SOURCE DATA Block Start

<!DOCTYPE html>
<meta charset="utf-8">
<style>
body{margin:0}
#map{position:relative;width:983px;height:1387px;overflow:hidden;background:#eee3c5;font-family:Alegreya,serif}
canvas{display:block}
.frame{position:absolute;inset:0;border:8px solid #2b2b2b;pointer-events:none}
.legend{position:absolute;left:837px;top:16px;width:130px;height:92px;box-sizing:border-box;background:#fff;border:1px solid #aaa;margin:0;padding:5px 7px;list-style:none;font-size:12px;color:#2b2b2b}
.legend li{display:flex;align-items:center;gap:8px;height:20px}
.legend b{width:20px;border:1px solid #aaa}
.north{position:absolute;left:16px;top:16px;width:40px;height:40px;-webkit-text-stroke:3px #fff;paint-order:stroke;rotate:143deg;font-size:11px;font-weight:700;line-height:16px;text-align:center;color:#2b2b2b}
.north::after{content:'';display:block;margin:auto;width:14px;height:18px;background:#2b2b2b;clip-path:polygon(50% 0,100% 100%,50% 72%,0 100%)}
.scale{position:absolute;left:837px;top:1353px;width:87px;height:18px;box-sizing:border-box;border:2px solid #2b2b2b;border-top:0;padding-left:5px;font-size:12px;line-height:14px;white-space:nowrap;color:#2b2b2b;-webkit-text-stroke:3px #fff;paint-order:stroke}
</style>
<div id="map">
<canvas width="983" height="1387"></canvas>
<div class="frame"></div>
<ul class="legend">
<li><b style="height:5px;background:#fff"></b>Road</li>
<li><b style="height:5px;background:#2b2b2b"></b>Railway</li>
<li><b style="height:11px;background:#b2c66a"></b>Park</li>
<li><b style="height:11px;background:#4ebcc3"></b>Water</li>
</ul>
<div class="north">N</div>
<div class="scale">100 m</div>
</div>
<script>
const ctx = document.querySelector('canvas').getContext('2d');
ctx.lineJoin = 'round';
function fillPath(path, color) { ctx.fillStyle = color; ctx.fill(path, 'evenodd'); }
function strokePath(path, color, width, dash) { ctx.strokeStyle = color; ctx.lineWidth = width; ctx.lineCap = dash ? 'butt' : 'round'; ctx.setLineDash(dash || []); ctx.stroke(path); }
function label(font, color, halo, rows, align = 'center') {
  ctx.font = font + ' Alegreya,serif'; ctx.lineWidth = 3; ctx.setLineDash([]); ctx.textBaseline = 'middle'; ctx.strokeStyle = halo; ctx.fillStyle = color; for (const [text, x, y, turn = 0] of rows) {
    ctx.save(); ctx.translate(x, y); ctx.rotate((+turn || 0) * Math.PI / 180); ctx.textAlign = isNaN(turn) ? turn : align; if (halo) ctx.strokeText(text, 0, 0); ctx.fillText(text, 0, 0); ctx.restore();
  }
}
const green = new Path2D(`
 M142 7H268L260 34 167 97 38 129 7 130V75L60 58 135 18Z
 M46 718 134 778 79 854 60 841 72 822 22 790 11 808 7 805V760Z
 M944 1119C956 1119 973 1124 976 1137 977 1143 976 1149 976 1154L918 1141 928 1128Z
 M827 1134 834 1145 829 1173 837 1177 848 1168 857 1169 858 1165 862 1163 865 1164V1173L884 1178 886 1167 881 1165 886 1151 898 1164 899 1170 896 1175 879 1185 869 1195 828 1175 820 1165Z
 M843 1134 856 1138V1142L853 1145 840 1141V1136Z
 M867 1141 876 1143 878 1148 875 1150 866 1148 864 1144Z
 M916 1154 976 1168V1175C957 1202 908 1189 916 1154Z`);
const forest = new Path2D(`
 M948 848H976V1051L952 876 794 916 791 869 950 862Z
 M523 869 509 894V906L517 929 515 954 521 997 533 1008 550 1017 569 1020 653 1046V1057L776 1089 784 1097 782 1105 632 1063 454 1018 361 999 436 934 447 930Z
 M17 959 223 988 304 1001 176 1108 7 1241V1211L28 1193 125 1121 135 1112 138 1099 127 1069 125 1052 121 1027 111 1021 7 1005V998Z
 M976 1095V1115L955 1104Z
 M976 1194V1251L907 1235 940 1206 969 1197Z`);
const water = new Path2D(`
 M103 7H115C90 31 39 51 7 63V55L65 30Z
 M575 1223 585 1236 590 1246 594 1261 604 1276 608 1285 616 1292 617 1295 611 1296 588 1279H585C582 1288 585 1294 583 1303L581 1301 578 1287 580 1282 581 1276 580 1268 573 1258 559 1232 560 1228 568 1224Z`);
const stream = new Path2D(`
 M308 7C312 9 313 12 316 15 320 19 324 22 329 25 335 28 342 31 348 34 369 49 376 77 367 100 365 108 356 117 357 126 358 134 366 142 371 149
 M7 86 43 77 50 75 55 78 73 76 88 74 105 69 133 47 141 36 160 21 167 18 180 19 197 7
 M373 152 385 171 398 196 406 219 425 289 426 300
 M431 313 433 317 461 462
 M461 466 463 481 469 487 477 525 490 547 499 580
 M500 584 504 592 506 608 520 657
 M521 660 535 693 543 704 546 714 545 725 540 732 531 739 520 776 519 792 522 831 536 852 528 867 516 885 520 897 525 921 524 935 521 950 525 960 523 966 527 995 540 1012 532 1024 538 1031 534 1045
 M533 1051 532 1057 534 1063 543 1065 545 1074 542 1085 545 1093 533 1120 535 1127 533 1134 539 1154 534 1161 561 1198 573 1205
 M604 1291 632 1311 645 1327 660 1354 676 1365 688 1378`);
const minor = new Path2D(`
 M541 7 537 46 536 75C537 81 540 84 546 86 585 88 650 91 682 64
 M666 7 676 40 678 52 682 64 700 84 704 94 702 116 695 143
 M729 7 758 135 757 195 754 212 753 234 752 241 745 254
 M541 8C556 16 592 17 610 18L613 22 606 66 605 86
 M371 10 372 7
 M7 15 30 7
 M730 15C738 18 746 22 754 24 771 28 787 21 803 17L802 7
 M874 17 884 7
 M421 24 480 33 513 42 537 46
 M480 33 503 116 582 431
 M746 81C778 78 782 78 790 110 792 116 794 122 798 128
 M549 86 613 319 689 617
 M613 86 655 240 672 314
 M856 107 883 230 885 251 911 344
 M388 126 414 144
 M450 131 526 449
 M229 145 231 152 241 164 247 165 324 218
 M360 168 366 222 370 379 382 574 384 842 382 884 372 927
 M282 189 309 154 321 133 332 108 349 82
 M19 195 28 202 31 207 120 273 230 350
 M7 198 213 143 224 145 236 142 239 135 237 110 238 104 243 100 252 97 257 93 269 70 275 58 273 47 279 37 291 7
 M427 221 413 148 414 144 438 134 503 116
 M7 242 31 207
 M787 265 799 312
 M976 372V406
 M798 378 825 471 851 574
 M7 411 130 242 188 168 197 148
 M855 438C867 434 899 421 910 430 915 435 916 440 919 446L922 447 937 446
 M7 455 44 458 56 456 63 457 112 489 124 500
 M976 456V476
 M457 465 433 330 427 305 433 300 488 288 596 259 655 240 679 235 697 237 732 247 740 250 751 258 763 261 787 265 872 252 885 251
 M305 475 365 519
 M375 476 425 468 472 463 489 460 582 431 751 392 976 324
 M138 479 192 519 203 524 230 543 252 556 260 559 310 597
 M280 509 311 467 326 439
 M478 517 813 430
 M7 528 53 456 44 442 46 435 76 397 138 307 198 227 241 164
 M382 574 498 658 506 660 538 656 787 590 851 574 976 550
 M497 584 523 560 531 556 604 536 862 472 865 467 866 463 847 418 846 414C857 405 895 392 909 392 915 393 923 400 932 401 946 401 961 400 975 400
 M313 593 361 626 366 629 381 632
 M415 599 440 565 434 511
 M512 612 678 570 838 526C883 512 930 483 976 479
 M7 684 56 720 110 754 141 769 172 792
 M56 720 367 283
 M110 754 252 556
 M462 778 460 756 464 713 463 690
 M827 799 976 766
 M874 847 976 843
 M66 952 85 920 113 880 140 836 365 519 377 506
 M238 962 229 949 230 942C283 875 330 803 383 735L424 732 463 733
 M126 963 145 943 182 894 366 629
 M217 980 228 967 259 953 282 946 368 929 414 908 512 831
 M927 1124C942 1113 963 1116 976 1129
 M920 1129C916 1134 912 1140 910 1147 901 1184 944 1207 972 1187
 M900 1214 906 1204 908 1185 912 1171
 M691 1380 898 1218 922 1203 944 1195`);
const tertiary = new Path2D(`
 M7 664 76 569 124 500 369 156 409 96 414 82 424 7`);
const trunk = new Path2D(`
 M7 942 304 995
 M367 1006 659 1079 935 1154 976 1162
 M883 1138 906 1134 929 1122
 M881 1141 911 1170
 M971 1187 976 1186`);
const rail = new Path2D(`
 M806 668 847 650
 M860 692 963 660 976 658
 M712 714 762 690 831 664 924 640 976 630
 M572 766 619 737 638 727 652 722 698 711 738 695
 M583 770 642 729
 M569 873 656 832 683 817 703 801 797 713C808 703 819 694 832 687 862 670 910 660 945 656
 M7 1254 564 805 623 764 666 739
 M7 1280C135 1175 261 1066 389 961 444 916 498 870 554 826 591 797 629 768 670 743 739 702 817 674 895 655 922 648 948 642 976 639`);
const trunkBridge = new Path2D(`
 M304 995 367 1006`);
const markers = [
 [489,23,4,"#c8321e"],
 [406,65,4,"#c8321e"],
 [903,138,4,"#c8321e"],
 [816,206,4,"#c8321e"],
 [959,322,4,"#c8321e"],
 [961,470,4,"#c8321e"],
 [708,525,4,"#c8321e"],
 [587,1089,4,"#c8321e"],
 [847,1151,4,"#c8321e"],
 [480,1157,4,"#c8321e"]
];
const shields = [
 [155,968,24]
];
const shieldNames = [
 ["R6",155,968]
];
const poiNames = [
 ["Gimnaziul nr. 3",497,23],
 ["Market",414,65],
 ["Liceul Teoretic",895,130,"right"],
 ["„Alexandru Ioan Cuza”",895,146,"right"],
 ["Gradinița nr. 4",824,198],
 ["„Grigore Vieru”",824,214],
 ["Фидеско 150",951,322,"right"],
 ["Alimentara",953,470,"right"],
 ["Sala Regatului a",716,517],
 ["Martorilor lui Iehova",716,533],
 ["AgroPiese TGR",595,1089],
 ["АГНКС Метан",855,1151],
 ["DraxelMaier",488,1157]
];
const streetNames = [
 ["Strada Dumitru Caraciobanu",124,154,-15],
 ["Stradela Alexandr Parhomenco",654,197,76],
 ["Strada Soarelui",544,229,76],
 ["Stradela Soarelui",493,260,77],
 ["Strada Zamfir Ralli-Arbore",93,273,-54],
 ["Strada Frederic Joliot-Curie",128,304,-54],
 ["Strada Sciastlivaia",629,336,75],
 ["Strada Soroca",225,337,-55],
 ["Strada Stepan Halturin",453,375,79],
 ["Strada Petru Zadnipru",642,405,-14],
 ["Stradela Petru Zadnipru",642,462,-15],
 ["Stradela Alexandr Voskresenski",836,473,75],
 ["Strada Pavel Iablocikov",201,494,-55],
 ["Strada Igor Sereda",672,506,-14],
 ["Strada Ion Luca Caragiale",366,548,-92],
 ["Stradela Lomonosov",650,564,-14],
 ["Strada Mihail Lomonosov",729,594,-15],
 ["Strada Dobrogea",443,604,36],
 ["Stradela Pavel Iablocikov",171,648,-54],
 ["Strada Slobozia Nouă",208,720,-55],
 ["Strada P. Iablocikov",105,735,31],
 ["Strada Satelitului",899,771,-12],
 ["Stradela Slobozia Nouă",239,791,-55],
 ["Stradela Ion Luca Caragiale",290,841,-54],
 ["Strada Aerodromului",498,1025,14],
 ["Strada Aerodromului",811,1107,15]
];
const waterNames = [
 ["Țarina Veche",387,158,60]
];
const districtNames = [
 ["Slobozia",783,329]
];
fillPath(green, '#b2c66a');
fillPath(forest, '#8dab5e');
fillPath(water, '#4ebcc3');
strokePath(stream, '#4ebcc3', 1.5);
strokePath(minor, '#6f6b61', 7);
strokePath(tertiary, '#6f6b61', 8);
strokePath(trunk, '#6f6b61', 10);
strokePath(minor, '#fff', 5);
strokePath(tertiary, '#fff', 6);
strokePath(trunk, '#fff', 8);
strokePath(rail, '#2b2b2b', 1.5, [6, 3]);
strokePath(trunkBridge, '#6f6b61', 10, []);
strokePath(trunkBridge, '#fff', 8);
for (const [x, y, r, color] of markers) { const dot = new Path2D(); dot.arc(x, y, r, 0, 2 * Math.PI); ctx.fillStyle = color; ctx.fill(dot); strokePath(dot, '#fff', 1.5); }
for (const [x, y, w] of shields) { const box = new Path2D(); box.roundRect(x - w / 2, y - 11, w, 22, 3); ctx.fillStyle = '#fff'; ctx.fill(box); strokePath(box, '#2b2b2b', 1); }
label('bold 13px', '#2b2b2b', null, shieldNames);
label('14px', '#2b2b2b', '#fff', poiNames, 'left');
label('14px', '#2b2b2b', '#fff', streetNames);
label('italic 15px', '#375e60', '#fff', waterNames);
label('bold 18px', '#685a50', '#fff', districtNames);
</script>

SOURCE DATA Block End

> EXERCISE: Whenever the string "canvas" occurs in a line of the entries above, copy that line.

> TASK ANSWER:
canvas{display:block}
<canvas width="983" height="1387"></canvas>
const ctx = document.querySelector('canvas').getContext('2d');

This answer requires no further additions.